What needs to be done – An exact copy of the data below is needed; please leave out any pictures.

------ Excerpted records

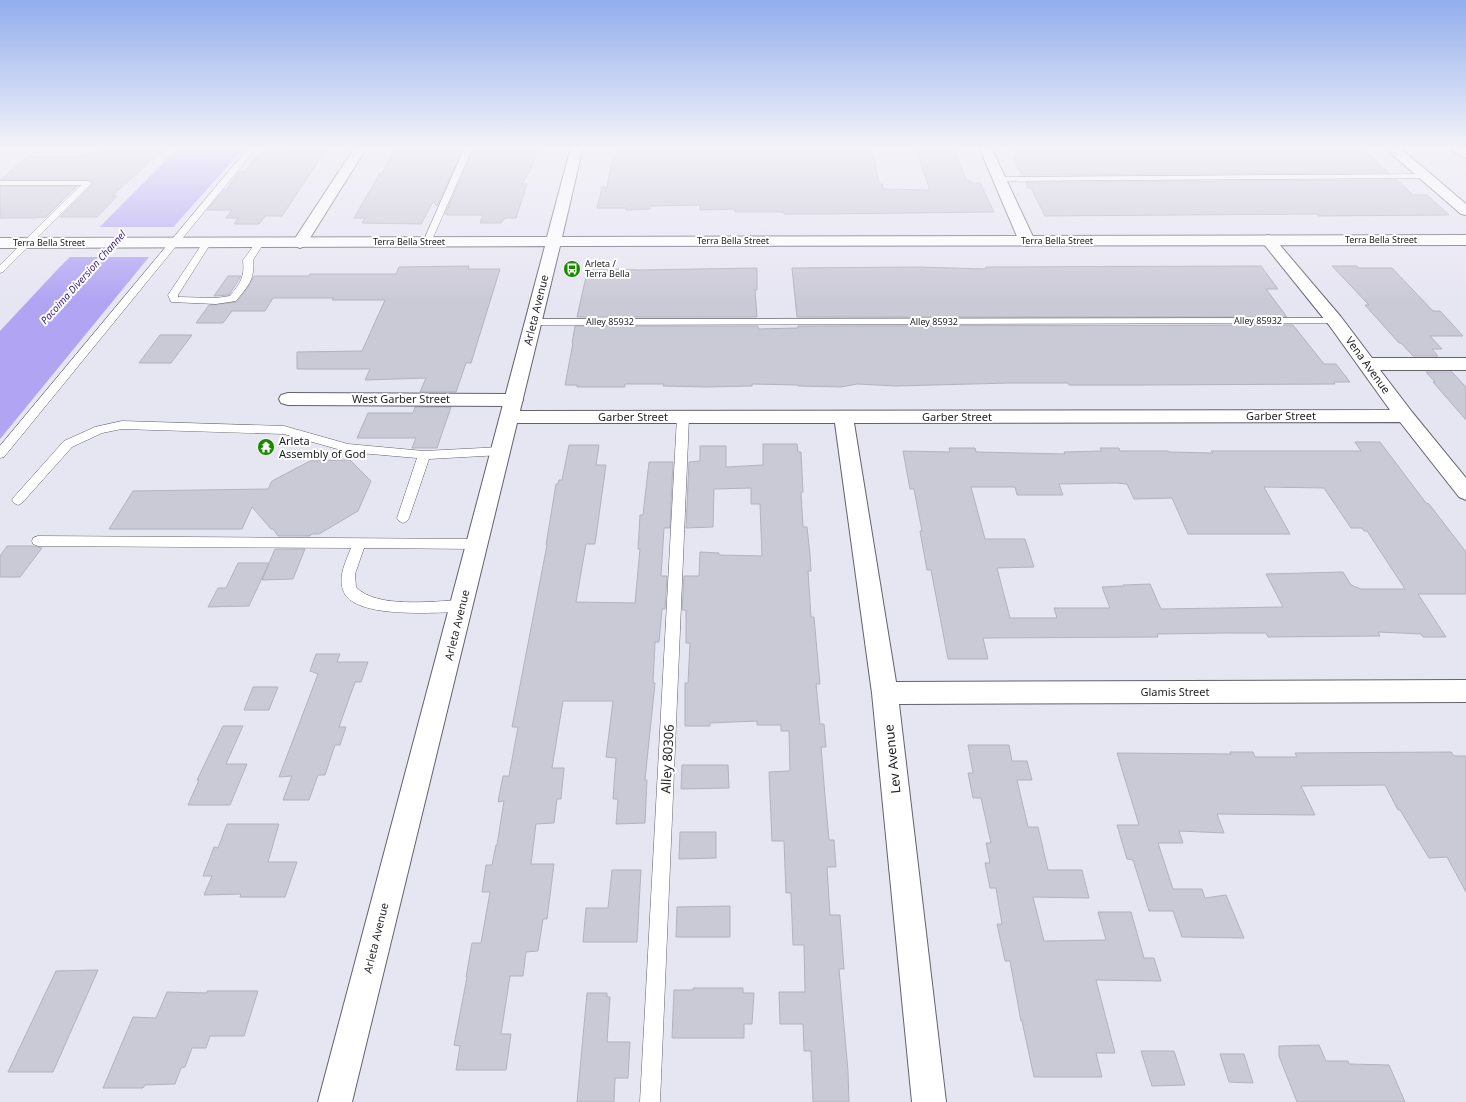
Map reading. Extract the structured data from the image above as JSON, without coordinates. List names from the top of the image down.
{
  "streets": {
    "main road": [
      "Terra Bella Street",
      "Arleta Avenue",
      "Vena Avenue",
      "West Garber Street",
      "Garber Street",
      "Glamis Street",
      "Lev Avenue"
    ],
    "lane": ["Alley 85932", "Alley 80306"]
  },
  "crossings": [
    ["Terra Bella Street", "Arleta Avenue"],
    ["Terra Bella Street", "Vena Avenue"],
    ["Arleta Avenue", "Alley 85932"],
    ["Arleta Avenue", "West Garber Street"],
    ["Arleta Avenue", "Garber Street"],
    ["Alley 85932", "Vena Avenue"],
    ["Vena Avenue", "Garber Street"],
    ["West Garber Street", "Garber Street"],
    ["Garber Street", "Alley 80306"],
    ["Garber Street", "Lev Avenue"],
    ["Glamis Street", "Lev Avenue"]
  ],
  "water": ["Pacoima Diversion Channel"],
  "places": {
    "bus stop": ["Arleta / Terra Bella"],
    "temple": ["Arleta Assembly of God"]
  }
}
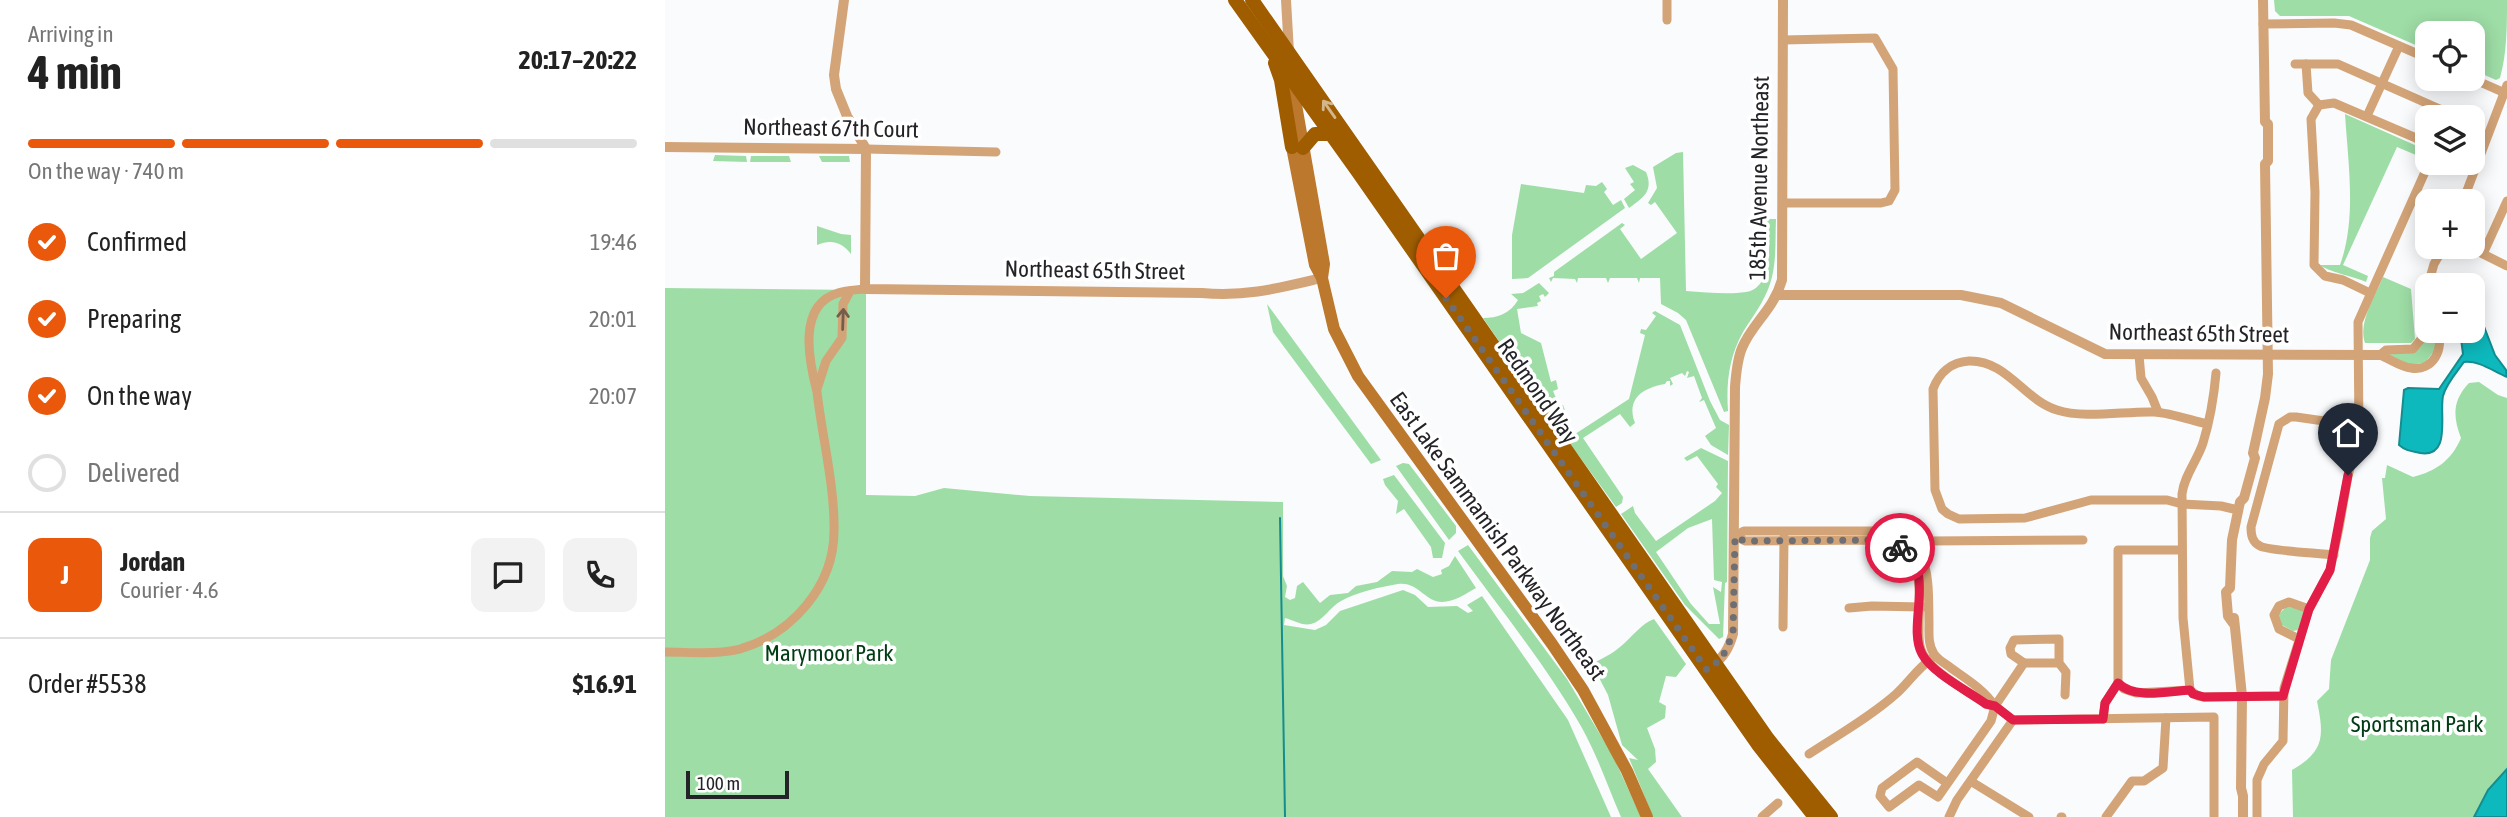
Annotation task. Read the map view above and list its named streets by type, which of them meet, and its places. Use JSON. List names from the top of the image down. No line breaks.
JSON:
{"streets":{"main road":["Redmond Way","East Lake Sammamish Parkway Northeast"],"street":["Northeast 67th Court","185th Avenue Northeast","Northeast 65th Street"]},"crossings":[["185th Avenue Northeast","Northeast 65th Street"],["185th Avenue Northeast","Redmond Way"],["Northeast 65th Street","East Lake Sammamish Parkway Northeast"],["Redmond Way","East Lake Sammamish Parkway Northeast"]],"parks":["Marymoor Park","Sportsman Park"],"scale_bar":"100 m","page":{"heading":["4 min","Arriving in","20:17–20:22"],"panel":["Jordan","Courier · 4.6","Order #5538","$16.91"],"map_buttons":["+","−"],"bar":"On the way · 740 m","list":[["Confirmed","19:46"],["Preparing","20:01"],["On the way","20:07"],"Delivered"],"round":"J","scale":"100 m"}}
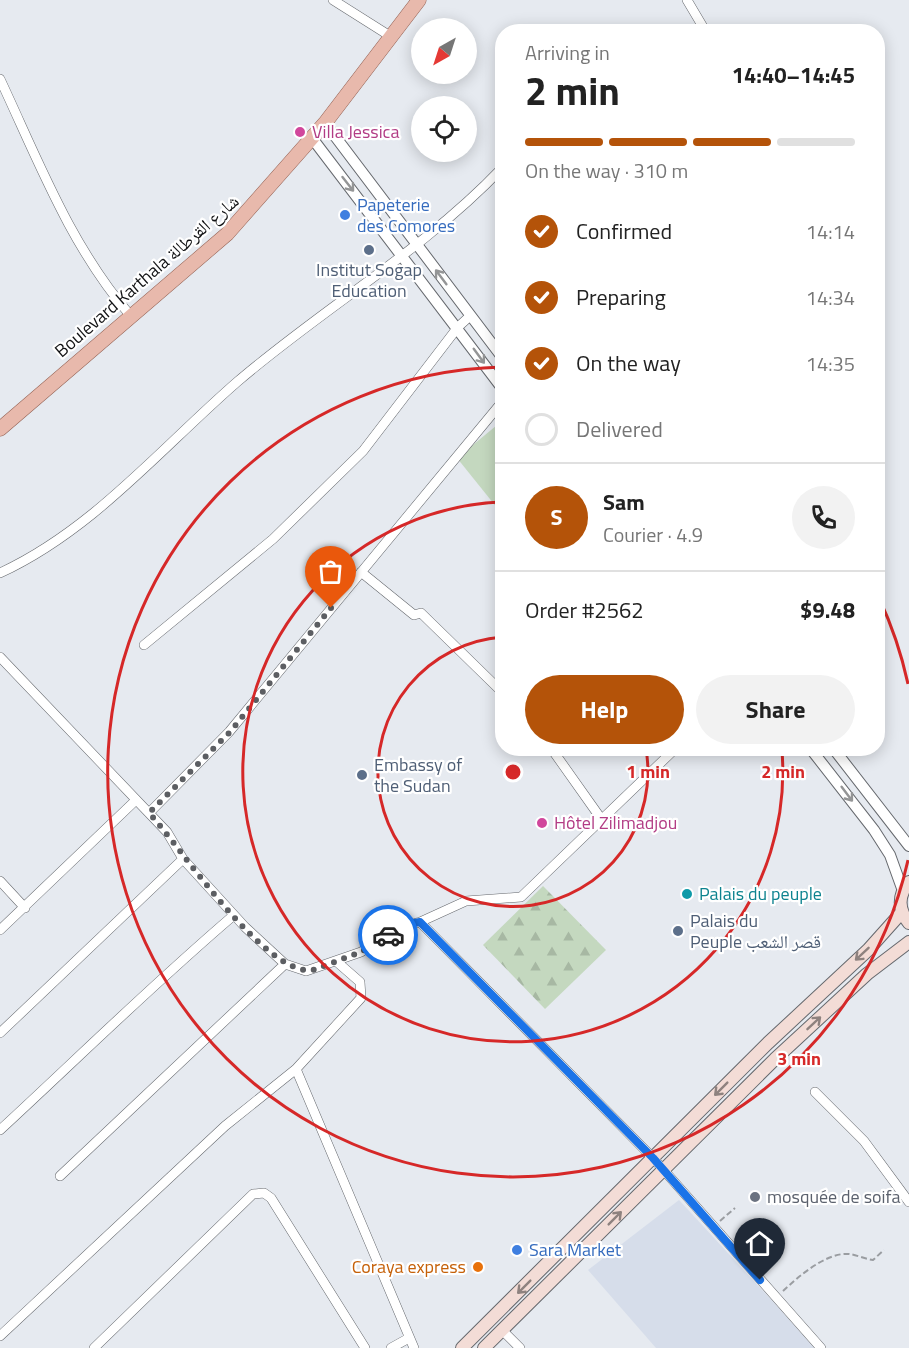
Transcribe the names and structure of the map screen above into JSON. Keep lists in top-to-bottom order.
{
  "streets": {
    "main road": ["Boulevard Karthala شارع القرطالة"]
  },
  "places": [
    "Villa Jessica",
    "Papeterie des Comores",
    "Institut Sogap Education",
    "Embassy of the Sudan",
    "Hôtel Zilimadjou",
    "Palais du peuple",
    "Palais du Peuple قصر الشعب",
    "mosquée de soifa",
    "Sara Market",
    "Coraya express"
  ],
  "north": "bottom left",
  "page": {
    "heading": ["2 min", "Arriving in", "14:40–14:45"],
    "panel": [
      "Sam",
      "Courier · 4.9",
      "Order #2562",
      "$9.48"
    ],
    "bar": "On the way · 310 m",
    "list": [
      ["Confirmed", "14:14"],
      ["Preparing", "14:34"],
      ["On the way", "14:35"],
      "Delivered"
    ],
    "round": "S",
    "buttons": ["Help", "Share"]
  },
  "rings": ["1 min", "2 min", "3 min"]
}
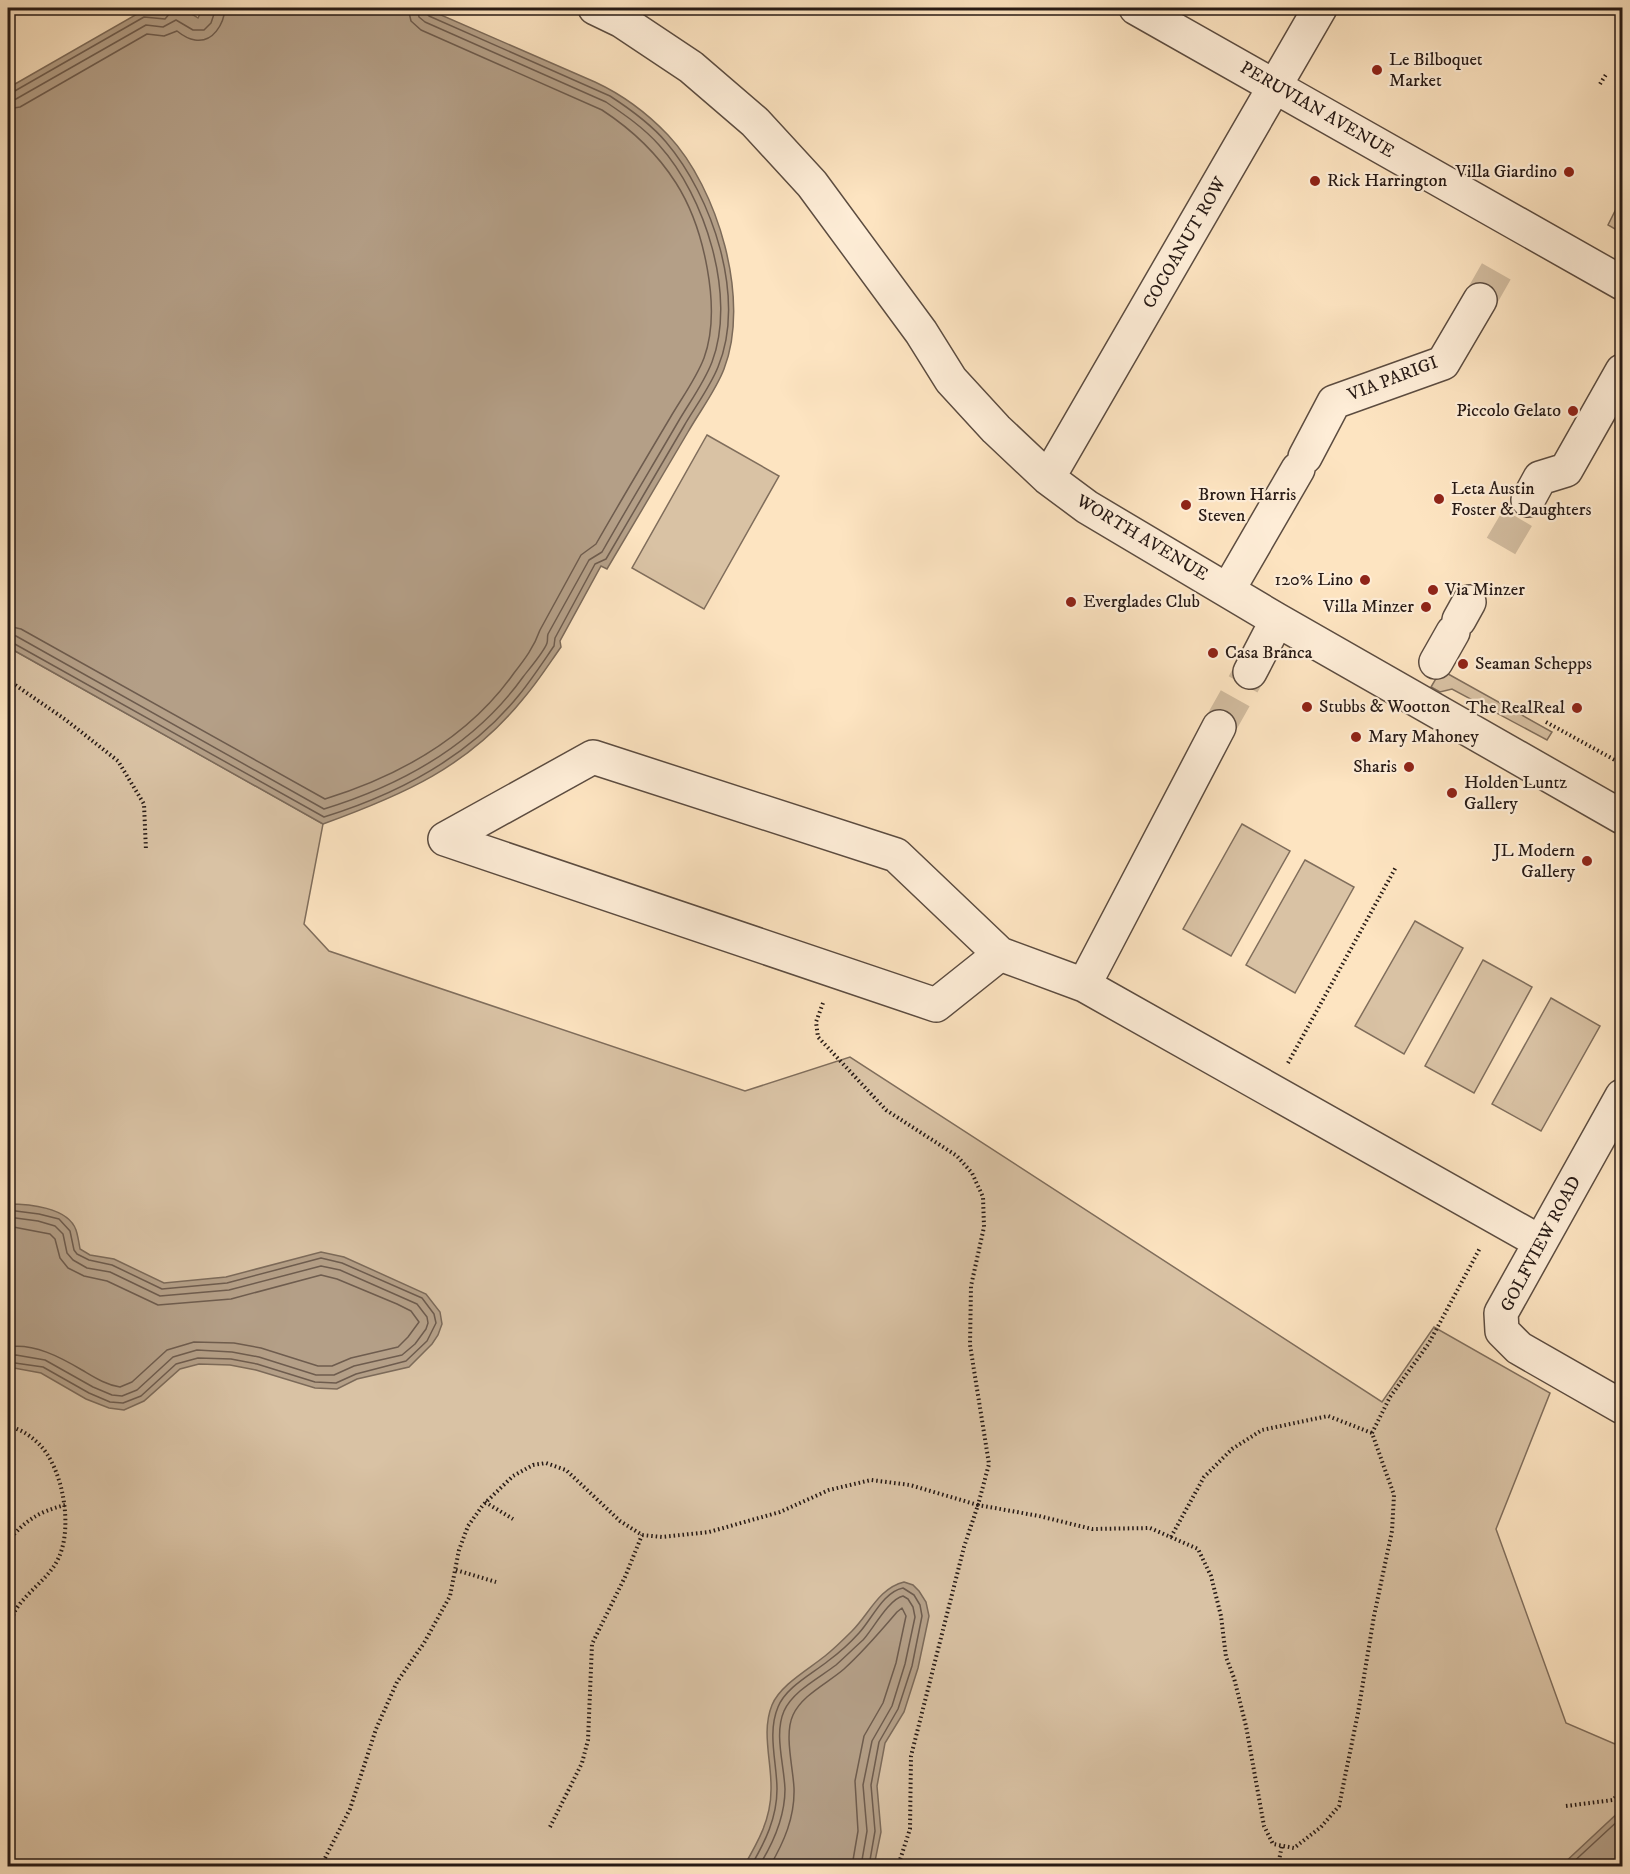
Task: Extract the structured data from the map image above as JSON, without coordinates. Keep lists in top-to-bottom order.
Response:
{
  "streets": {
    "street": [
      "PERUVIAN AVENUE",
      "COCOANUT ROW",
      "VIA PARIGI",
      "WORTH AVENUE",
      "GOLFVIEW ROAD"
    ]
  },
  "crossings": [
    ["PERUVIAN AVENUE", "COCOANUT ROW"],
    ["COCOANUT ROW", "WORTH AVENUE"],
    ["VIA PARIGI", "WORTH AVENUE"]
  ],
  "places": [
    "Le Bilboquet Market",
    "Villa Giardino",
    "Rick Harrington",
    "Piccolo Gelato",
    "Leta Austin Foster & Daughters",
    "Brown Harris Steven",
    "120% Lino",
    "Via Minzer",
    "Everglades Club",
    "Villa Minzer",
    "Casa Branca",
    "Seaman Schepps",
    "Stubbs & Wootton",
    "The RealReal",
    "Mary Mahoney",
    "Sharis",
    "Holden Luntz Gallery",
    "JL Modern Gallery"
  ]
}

------------

Result of the task –
Map reading. Extract the structured data from the image above as JSON, without coordinates. List names from the top of the image down.
{
  "streets": {
    "main road": [
      "Terra Bella Street",
      "Arleta Avenue",
      "Vena Avenue",
      "West Garber Street",
      "Garber Street",
      "Glamis Street",
      "Lev Avenue"
    ],
    "lane": ["Alley 85932", "Alley 80306"]
  },
  "crossings": [
    ["Terra Bella Street", "Arleta Avenue"],
    ["Terra Bella Street", "Vena Avenue"],
    ["Arleta Avenue", "Alley 85932"],
    ["Arleta Avenue", "West Garber Street"],
    ["Arleta Avenue", "Garber Street"],
    ["Alley 85932", "Vena Avenue"],
    ["Vena Avenue", "Garber Street"],
    ["West Garber Street", "Garber Street"],
    ["Garber Street", "Alley 80306"],
    ["Garber Street", "Lev Avenue"],
    ["Glamis Street", "Lev Avenue"]
  ],
  "water": ["Pacoima Diversion Channel"],
  "places": {
    "bus stop": ["Arleta / Terra Bella"],
    "temple": ["Arleta Assembly of God"]
  }
}
Annotation task. Read the map view above and list its named streets by type, which of them meet, and its places. Use JSON. List names from the top of the image down. No line breaks.
JSON:
{"streets":{"main road":["Redmond Way","East Lake Sammamish Parkway Northeast"],"street":["Northeast 67th Court","185th Avenue Northeast","Northeast 65th Street"]},"crossings":[["185th Avenue Northeast","Northeast 65th Street"],["185th Avenue Northeast","Redmond Way"],["Northeast 65th Street","East Lake Sammamish Parkway Northeast"],["Redmond Way","East Lake Sammamish Parkway Northeast"]],"parks":["Marymoor Park","Sportsman Park"],"scale_bar":"100 m","page":{"heading":["4 min","Arriving in","20:17–20:22"],"panel":["Jordan","Courier · 4.6","Order #5538","$16.91"],"map_buttons":["+","−"],"bar":"On the way · 740 m","list":[["Confirmed","19:46"],["Preparing","20:01"],["On the way","20:07"],"Delivered"],"round":"J","scale":"100 m"}}
Transcribe the names and structure of the map screen above into JSON. Keep lists in top-to-bottom order.
{
  "streets": {
    "main road": ["Boulevard Karthala شارع القرطالة"]
  },
  "places": [
    "Villa Jessica",
    "Papeterie des Comores",
    "Institut Sogap Education",
    "Embassy of the Sudan",
    "Hôtel Zilimadjou",
    "Palais du peuple",
    "Palais du Peuple قصر الشعب",
    "mosquée de soifa",
    "Sara Market",
    "Coraya express"
  ],
  "north": "bottom left",
  "page": {
    "heading": ["2 min", "Arriving in", "14:40–14:45"],
    "panel": [
      "Sam",
      "Courier · 4.9",
      "Order #2562",
      "$9.48"
    ],
    "bar": "On the way · 310 m",
    "list": [
      ["Confirmed", "14:14"],
      ["Preparing", "14:34"],
      ["On the way", "14:35"],
      "Delivered"
    ],
    "round": "S",
    "buttons": ["Help", "Share"]
  },
  "rings": ["1 min", "2 min", "3 min"]
}
Task: Extract the structured data from the map image above as JSON, without coordinates. Keep lists in top-to-bottom order.
Response:
{
  "streets": {
    "street": [
      "PERUVIAN AVENUE",
      "COCOANUT ROW",
      "VIA PARIGI",
      "WORTH AVENUE",
      "GOLFVIEW ROAD"
    ]
  },
  "crossings": [
    ["PERUVIAN AVENUE", "COCOANUT ROW"],
    ["COCOANUT ROW", "WORTH AVENUE"],
    ["VIA PARIGI", "WORTH AVENUE"]
  ],
  "places": [
    "Le Bilboquet Market",
    "Villa Giardino",
    "Rick Harrington",
    "Piccolo Gelato",
    "Leta Austin Foster & Daughters",
    "Brown Harris Steven",
    "120% Lino",
    "Via Minzer",
    "Everglades Club",
    "Villa Minzer",
    "Casa Branca",
    "Seaman Schepps",
    "Stubbs & Wootton",
    "The RealReal",
    "Mary Mahoney",
    "Sharis",
    "Holden Luntz Gallery",
    "JL Modern Gallery"
  ]
}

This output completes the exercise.